April 27, 2001|PETE THOMAS

If you're among the thousands of fishermen who will be traveling north on U.S. 395 today, hoping to get to the party on time, here's a sobering fact:

Inyo County's highways, U.S. 395 in particular, have claimed nine lives already this year, far above normal. And most of those accidents involved drivers falling asleep at the wheel.

Today, as is the case a day before any Eastern Sierra trout season opener, traffic will be especially heavy on 395, building throughout the morning and peaking in late afternoon and early evening. This is when the potential for disaster is greatest.

"A lot of people coming up for the opener will work half a day first, and by the time they get up here they're just too tired to drive," said officer Marc Morrison of the California Highway Patrol in Bishop. "We strongly recommend that they stop and switch drivers periodically, or pull over to rest for a few minutes--whatever it takes to get here safely."

Once there, Morrison cautioned, fishermen can party to their hearts' content, as long as they don't get behind the wheel afterward.

"We do get people who settle in up in the hills at their campgrounds or wherever, have too much to drink and then feel the need to drive into town and that's a problem," Morrison said. "We'd just as soon not arrest anyone, but we don't want anyone to get hurt either, so we'll be watching that very closely."

Morrison did have one other tip. "Power Bait," he said. "I think that'll be the hot ticket on opening day."

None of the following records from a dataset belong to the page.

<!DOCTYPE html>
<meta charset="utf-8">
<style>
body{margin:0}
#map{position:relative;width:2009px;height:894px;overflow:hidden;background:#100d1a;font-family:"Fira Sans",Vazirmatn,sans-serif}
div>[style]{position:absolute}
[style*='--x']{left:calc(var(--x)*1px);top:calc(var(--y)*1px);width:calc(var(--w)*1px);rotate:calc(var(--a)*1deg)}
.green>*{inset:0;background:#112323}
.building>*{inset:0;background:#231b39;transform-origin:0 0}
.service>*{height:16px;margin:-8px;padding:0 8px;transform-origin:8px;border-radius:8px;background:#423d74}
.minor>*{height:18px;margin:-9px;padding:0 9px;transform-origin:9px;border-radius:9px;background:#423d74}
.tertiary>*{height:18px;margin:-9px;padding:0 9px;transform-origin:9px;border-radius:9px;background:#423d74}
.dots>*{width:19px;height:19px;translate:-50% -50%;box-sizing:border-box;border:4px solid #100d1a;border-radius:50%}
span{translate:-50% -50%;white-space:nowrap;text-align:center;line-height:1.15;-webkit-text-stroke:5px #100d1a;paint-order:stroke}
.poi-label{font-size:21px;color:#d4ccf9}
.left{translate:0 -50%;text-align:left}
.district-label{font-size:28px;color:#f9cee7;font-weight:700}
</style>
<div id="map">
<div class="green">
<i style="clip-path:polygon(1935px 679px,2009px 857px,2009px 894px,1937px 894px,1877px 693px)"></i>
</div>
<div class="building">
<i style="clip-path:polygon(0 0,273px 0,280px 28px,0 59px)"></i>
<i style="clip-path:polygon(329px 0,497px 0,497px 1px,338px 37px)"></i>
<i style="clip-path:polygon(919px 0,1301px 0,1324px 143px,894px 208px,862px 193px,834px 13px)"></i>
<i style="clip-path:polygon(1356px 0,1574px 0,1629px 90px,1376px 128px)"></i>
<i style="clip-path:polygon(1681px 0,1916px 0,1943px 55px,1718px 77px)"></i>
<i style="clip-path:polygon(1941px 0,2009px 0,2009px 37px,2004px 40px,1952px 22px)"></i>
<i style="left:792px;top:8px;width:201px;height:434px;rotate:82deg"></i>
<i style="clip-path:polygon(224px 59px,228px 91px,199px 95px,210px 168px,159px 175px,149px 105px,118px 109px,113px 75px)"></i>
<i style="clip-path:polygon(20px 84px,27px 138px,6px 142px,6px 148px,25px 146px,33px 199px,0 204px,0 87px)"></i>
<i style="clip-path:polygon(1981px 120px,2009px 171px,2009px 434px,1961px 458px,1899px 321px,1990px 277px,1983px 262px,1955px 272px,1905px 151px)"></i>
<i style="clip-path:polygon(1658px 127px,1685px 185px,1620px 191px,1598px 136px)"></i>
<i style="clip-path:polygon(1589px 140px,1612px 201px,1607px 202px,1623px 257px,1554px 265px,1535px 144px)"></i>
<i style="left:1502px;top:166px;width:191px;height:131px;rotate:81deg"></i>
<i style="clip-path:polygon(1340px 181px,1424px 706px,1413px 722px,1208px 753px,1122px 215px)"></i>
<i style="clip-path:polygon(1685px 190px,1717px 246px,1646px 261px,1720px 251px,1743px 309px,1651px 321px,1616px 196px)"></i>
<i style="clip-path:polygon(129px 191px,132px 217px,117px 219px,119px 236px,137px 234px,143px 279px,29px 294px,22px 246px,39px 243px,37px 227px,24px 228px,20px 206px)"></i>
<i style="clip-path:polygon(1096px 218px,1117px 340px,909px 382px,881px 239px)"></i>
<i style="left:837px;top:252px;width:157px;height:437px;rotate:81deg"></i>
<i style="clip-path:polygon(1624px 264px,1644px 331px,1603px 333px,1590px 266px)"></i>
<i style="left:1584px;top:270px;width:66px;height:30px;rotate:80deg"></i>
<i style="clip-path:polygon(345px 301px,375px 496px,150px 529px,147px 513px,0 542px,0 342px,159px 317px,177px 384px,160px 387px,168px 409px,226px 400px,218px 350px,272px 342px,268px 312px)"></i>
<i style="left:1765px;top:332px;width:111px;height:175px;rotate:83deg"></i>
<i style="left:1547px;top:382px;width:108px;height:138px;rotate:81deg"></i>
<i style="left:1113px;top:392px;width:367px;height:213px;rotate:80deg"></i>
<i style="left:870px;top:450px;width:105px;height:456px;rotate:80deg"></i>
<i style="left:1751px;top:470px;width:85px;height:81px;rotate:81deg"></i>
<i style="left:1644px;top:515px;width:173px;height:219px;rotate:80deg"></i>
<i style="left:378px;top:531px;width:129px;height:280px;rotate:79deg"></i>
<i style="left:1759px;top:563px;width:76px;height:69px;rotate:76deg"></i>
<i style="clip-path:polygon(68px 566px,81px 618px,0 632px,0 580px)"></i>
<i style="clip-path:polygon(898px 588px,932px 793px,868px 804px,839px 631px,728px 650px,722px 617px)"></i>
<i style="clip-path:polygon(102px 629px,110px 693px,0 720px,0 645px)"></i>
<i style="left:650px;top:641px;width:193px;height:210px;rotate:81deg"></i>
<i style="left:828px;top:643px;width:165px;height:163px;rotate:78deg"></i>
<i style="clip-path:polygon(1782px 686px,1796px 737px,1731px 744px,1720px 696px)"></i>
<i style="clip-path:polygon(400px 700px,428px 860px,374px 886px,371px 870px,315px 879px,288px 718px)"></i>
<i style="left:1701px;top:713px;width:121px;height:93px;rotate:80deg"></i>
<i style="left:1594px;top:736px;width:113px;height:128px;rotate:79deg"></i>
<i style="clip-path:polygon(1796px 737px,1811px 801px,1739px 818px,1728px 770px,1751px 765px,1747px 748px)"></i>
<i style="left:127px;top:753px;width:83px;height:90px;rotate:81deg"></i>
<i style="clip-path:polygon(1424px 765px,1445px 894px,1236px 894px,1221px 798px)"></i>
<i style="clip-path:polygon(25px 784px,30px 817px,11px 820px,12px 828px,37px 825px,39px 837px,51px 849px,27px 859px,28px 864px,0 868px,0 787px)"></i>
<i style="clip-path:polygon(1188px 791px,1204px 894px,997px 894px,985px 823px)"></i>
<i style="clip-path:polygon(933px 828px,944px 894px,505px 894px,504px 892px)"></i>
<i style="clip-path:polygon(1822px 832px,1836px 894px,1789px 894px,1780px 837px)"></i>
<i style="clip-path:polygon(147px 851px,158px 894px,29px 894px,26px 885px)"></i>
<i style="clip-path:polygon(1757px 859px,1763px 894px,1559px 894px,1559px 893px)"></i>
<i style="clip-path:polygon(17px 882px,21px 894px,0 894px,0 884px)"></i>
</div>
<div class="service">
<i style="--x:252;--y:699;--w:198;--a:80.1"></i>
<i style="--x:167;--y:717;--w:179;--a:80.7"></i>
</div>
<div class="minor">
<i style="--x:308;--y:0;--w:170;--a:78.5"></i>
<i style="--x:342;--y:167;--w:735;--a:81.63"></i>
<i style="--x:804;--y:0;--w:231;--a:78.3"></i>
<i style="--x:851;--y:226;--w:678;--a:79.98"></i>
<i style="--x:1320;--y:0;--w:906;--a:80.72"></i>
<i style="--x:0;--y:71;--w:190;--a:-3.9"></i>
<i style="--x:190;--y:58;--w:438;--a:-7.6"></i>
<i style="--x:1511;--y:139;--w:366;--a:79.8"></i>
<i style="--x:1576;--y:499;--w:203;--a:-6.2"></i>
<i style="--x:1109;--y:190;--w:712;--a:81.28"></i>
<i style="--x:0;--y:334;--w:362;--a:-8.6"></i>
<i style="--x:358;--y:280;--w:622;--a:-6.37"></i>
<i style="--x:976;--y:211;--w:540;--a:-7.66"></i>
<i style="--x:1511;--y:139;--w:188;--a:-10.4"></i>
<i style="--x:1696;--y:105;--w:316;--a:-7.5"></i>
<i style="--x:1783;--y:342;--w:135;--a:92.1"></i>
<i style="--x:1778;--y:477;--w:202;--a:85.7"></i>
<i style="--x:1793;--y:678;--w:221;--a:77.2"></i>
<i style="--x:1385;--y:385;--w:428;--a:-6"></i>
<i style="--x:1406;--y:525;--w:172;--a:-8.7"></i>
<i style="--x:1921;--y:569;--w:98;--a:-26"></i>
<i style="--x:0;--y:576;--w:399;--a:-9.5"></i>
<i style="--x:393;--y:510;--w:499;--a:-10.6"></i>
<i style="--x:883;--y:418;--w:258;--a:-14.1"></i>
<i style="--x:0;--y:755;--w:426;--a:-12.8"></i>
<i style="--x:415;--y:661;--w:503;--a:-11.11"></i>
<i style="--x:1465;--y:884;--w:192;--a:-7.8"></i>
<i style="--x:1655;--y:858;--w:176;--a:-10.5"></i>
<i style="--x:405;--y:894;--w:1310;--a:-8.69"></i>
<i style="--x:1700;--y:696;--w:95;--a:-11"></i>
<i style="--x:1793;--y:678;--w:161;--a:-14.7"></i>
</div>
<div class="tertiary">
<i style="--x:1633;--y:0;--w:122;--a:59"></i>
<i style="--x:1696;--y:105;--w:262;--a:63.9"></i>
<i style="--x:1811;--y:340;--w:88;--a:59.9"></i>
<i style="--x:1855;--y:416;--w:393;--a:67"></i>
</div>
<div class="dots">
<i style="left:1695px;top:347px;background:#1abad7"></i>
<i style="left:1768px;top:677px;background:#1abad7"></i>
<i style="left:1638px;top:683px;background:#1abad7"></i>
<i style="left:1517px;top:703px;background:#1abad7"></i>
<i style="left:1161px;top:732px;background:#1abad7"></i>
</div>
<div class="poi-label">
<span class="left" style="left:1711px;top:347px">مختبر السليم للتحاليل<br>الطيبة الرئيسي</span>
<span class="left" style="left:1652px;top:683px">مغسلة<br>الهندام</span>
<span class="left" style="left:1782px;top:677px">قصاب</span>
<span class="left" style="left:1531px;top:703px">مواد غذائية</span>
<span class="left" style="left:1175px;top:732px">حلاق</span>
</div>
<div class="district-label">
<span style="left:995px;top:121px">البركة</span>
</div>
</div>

Planning to auger in a new season from atop a layer of ice? If so, Gary Olson offers these words of wisdom:

"What most people do is, No. 1, they toss a rock about six to eight inches in diameter about 10 feet out and if it breaks through the ice then, no, obviously you shouldn't go out. You then go out about 10 feet and drill about eight to 10 inches with your auger and, if you're still into solid ice, then everything's fine."

Olson is owner of Bishop Creek Lodge and runs the concession at South Lake. South Lake and nearby Sabrina and North lakes, atop Bishop Creek Canyon at 9,000-plus feet, are expected to have ice two to three feet thick on opening day. The same goes for Rock Creek Lake near Mammoth Lakes.

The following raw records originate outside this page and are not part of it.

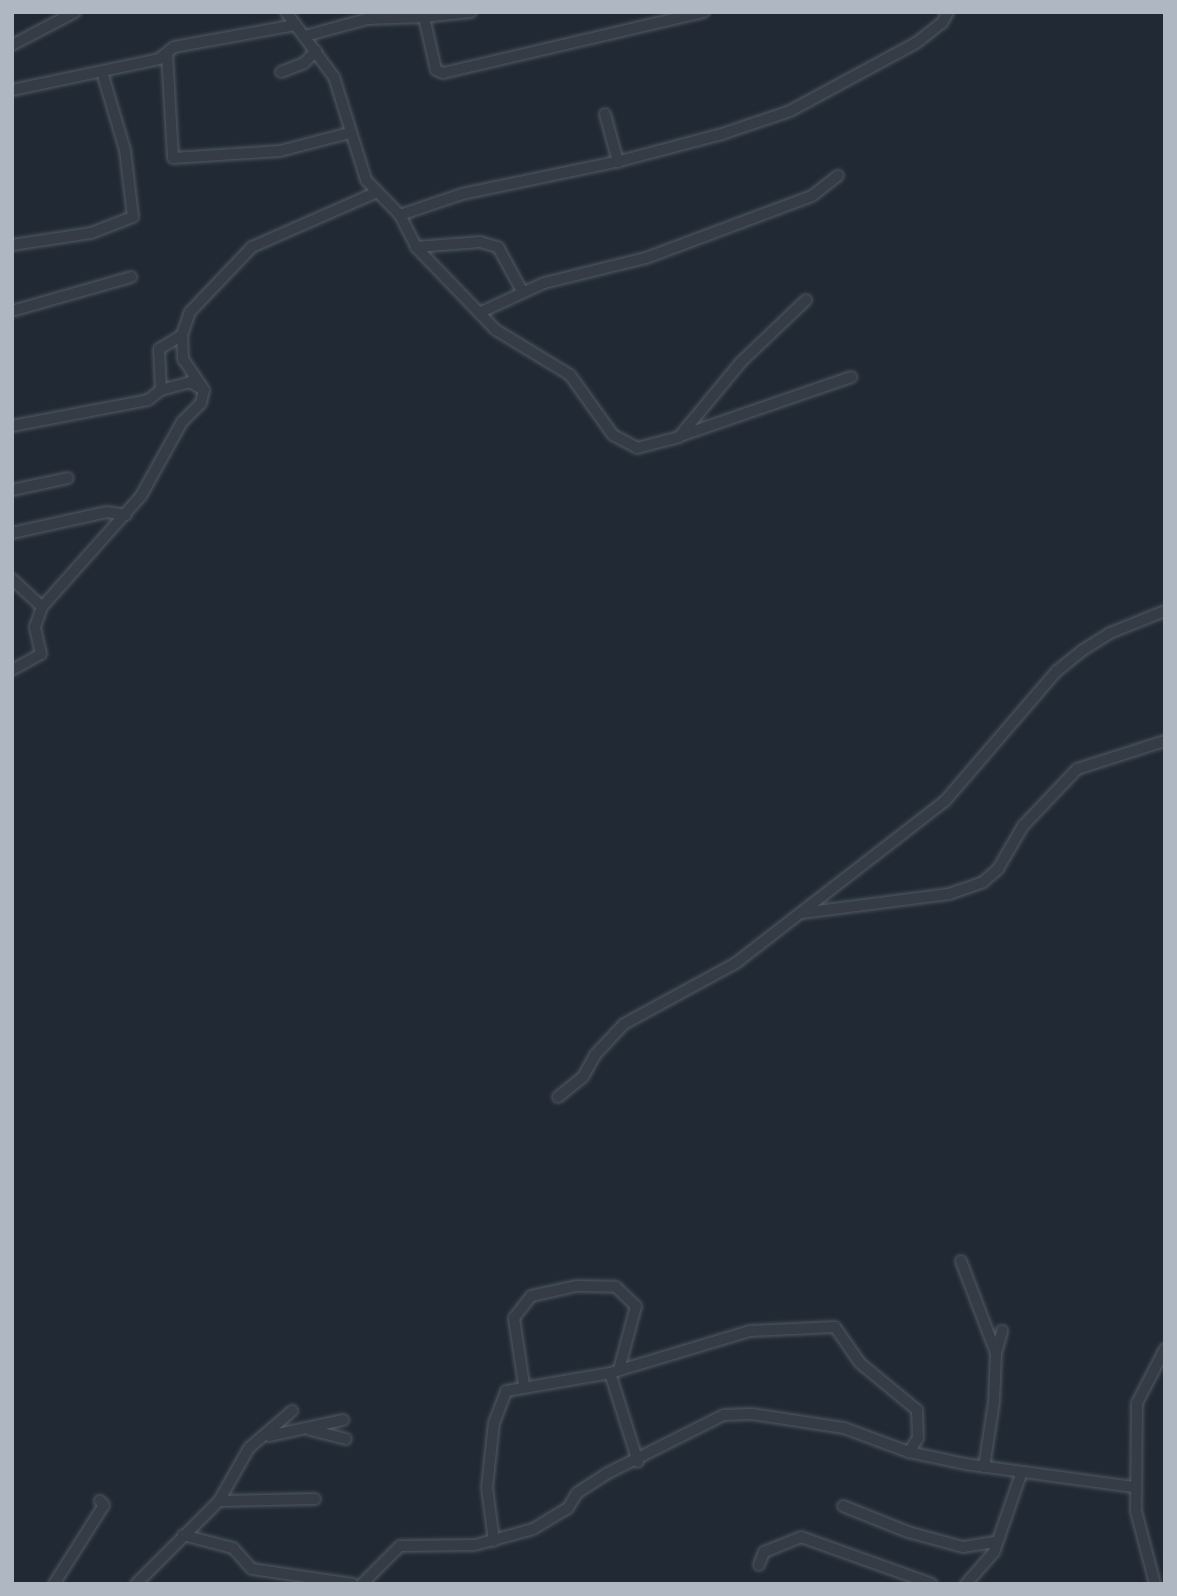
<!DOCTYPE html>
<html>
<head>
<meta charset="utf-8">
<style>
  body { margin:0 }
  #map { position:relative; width:1177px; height:1596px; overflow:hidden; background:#212a34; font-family:"Golos Text",sans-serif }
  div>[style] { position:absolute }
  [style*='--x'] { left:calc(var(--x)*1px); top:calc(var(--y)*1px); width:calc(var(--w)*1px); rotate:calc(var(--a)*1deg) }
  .roads { filter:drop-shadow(0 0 2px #525a63) drop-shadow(0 0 2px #525a63) }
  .minor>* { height:10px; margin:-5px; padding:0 5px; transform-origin:5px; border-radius:5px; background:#353c45 }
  span { translate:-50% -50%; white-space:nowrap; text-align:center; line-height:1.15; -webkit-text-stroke:7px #1a212a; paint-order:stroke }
  .frame { position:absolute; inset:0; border:14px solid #afb7c2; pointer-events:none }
</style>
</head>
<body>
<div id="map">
  <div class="roads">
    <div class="minor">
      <i style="--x:286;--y:12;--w:81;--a:53.6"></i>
      <i style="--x:334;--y:77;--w:108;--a:72.7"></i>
      <i style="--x:366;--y:180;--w:49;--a:45.8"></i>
      <i style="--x:400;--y:215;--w:65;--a:-18.7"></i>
      <i style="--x:462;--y:194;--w:161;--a:-11.8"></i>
      <i style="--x:620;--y:161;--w:106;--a:-14.8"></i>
      <i style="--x:722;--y:134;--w:72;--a:-18.7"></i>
      <i style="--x:790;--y:111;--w:143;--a:-28.4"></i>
      <i style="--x:916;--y:43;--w:33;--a:-38"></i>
      <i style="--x:942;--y:23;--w:13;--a:-61"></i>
      <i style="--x:426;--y:12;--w:5;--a:112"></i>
      <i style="--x:424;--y:17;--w:47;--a:-6.1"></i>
      <i style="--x:305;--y:36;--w:64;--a:-15.3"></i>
      <i style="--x:367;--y:19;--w:57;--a:-2"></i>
      <i style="--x:424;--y:17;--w:54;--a:77.2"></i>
      <i style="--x:436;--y:70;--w:8;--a:23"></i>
      <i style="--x:443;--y:73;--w:268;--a:-13.2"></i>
      <i style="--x:12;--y:45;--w:71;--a:-27.6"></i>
      <i style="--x:167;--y:53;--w:105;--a:86.7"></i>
      <i style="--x:173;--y:158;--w:107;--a:-3.7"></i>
      <i style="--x:280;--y:151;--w:71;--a:-14.6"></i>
      <i style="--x:281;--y:72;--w:25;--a:-21"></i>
      <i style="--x:304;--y:63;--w:17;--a:-45"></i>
      <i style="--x:12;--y:90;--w:150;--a:-11.9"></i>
      <i style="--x:159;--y:59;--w:19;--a:-39"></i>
      <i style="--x:174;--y:47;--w:123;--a:-10.3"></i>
      <i style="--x:605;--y:114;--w:50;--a:74.8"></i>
      <i style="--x:400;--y:215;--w:36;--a:63"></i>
      <i style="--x:416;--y:247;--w:115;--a:46.1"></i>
      <i style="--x:496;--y:330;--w:87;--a:31.3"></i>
      <i style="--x:570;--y:375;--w:74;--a:54.4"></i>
      <i style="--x:613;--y:435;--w:27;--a:28"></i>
      <i style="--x:637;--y:448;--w:43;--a:-14.7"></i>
      <i style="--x:679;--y:437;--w:97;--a:-50.4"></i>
      <i style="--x:741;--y:362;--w:90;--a:-43.6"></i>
      <i style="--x:12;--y:245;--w:80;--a:-8.6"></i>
      <i style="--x:91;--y:233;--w:45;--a:-20.9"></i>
      <i style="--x:133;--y:217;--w:67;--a:-96.8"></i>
      <i style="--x:125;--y:150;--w:81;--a:-106.4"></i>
      <i style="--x:416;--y:247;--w:64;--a:-4.5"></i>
      <i style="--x:480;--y:242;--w:19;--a:16"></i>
      <i style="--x:498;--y:247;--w:50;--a:61.4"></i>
      <i style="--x:12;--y:311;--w:124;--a:-15.9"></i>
      <i style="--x:479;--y:313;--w:72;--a:-24.8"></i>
      <i style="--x:544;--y:283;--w:105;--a:-13.8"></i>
      <i style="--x:646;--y:258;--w:177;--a:-20.5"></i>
      <i style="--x:812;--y:196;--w:33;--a:-38"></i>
      <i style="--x:161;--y:390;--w:41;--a:-92.8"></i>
      <i style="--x:159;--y:349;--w:27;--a:-31"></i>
      <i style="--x:12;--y:426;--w:138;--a:-10.8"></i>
      <i style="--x:148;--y:400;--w:16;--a:-38"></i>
      <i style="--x:161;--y:390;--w:30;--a:-15"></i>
      <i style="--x:190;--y:382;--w:12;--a:31"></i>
      <i style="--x:683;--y:435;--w:178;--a:-19"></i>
      <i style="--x:12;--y:490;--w:57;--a:-12.1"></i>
      <i style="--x:12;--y:533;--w:97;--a:-12.5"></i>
      <i style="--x:107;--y:512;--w:19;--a:9"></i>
      <i style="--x:12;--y:579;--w:41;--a:43"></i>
      <i style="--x:12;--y:670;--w:33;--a:-29"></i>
      <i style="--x:41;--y:654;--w:28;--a:-103"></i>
      <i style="--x:35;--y:627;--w:21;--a:-71"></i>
      <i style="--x:42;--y:607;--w:149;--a:-48.3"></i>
      <i style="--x:141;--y:496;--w:85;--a:-61"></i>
      <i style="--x:182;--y:422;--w:27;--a:-45"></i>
      <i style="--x:201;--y:403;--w:13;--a:-77"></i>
      <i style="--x:204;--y:390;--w:37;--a:-124"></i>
      <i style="--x:183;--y:359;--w:24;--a:-92"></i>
      <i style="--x:182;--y:335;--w:24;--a:-71"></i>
      <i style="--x:190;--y:312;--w:90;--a:-46.4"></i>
      <i style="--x:252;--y:247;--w:137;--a:-23.7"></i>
      <i style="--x:802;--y:913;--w:148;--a:-7.4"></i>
      <i style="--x:949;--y:894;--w:36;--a:-19"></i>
      <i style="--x:983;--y:882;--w:20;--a:-41"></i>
      <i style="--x:998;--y:869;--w:50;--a:-59.8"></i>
      <i style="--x:1023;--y:826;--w:79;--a:-46.5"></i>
      <i style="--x:1077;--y:769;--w:92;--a:-17.7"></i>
      <i style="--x:558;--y:1097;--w:32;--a:-39"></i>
      <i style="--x:583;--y:1077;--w:25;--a:-61"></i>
      <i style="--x:595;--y:1055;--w:42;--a:-46.9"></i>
      <i style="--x:624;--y:1024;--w:128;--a:-28.6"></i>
      <i style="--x:736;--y:963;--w:264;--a:-37.8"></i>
      <i style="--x:945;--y:801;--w:172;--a:-49.3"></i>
      <i style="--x:1057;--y:671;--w:33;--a:-39"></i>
      <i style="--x:1083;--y:650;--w:32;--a:-32"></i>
      <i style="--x:1110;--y:633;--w:59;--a:-21.8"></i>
      <i style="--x:961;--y:1261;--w:98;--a:69.2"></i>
      <i style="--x:996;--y:1353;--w:49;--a:92.3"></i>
      <i style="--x:994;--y:1402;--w:66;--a:98.7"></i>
      <i style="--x:997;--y:1350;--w:20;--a:-75"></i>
      <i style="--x:610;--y:1373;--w:146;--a:-16.7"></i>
      <i style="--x:750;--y:1331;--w:85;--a:-2.7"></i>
      <i style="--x:835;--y:1327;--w:44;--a:55.2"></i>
      <i style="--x:860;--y:1363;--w:74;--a:39.5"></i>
      <i style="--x:917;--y:1410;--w:28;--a:88"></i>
      <i style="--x:918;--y:1438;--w:17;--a:123"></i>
      <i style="--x:524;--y:1385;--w:68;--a:-98.5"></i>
      <i style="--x:514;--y:1318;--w:28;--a:-52"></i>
      <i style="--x:531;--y:1296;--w:47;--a:-12.3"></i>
      <i style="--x:577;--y:1286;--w:39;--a:1"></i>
      <i style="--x:616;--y:1287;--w:28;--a:44"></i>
      <i style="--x:636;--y:1306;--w:66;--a:104.9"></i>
      <i style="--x:310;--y:1430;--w:37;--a:14"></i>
      <i style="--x:269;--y:1436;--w:76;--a:-12.2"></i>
      <i style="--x:219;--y:1501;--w:96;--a:-1.2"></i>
      <i style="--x:843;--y:1506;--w:70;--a:21.8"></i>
      <i style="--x:908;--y:1532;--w:57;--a:15.3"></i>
      <i style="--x:963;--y:1547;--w:32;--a:-9"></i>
      <i style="--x:183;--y:1535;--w:52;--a:14.6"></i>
      <i style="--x:233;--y:1548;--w:28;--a:48"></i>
      <i style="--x:252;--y:1569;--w:102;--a:8.4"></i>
      <i style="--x:494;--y:1541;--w:53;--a:-97.5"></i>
      <i style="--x:487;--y:1488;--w:65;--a:-83.9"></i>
      <i style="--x:494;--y:1423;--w:34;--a:-69"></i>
      <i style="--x:506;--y:1391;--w:106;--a:-9.8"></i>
      <i style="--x:610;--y:1373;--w:93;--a:72.5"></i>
      <i style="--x:759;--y:1565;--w:14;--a:-69"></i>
      <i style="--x:764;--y:1552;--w:40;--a:-22"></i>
      <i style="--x:801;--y:1537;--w:139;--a:19.7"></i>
      <i style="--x:54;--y:1584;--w:93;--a:-57.7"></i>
      <i style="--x:104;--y:1505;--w:6;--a:-135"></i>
      <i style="--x:136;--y:1584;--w:117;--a:-45"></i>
      <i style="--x:219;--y:1501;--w:61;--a:-60.5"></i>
      <i style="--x:249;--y:1448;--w:57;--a:-40.7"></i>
      <i style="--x:362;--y:1584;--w:54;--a:-45"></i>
      <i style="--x:400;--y:1546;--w:75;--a:-0.8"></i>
      <i style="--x:475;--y:1545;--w:60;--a:-15.4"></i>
      <i style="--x:533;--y:1529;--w:41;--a:-31"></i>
      <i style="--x:568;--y:1508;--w:17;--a:-59"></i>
      <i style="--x:577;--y:1493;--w:35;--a:-33"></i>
      <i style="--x:606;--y:1474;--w:132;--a:-26.6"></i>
      <i style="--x:724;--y:1415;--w:28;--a:-2"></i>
      <i style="--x:752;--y:1414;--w:93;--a:8.7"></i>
      <i style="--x:844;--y:1428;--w:69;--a:20.3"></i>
      <i style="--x:909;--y:1452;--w:57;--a:12.1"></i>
      <i style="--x:965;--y:1464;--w:170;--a:7.8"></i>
      <i style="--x:966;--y:1584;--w:43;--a:-48.8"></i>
      <i style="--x:994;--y:1552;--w:83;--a:-70.9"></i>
      <i style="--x:1155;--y:1584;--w:75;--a:-104.6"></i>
      <i style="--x:1136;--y:1511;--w:108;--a:-89.5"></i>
      <i style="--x:1137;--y:1403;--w:61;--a:-62.6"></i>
    </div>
  </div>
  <div class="frame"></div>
</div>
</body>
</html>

These lakes should support the weight of an opening-day crowd, but conditions can change in a hurry and fishermen are urged to consult with experts before stepping out, and few will actually suggest that you do so.

Ice fishing, literally and figuratively, will not be the hottest ticket on opening day.


Fishing is expected to be superb throughout most of the Eastern Sierra this weekend.

Many will log five-fish limits well before lunchtime. Invariably, some will not stop at five and those are the people Department of Fish and Game wardens will be looking for.

"I have four wardens stationed here and I'm bringing down another 17 for opening weekend," said Lt. A. Lawrence, who is based in Bishop. "We'll have several special details deployed in [Inyo and Mono counties]."

Lawrence said they will be after "the small minority who willfully violate the law."

Of the 4-8% said to fall into this category, most will be guilty of over-limit fishing.

Last year, wardens on opening weekend issued 79 citations--34 for over-limits, 15 for using barbed hooks in restricted waters, 12 for fishing before the start of the season, seven for fishing without a license, seven for possessing undersized fish and one each for chumming, giving a false statement to a warden, using two poles and fishing in a closed area.

In all, 30 waters in the two counties carry special restrictions. They're clearly described in alphabetical order in DFG regulations booklets, which are available in sporting goods stores throughout the region.


* Local: The focus remains on Catalina, where good weather finally enabled consistent access to the island's windward side, resulting, as predicted, in some excellent runs on white seabass. The oft-finicky croakers have been biting all week, at times in the predawn darkness and at times in late afternoon. One-fish limits have been the rule.

* Southern Baja: Two weeks ago they were targeting sierra mackerel off Cabo San Lucas--fishing was that bad. This week? Catches include a 507-pound blue marlin, a 370-pound black marlin, a 420-pound hammerhead shark and a 272-pound swordfish. The water has warmed from the mid-60s to 71 degrees and the game fish are responding. Tuna counts remain high, and striped marlin and wahoo numbers are rising with the temperature. The best fishing has been in the gulf, but at midweek attention turned to the Pacific. . . . The East Cape and La Paz areas are still experiencing north winds, but the windy season is all but over and fishermen have been scoring impressive numbers of tuna during calm periods, anticipating a seasonal increase in marlin activity.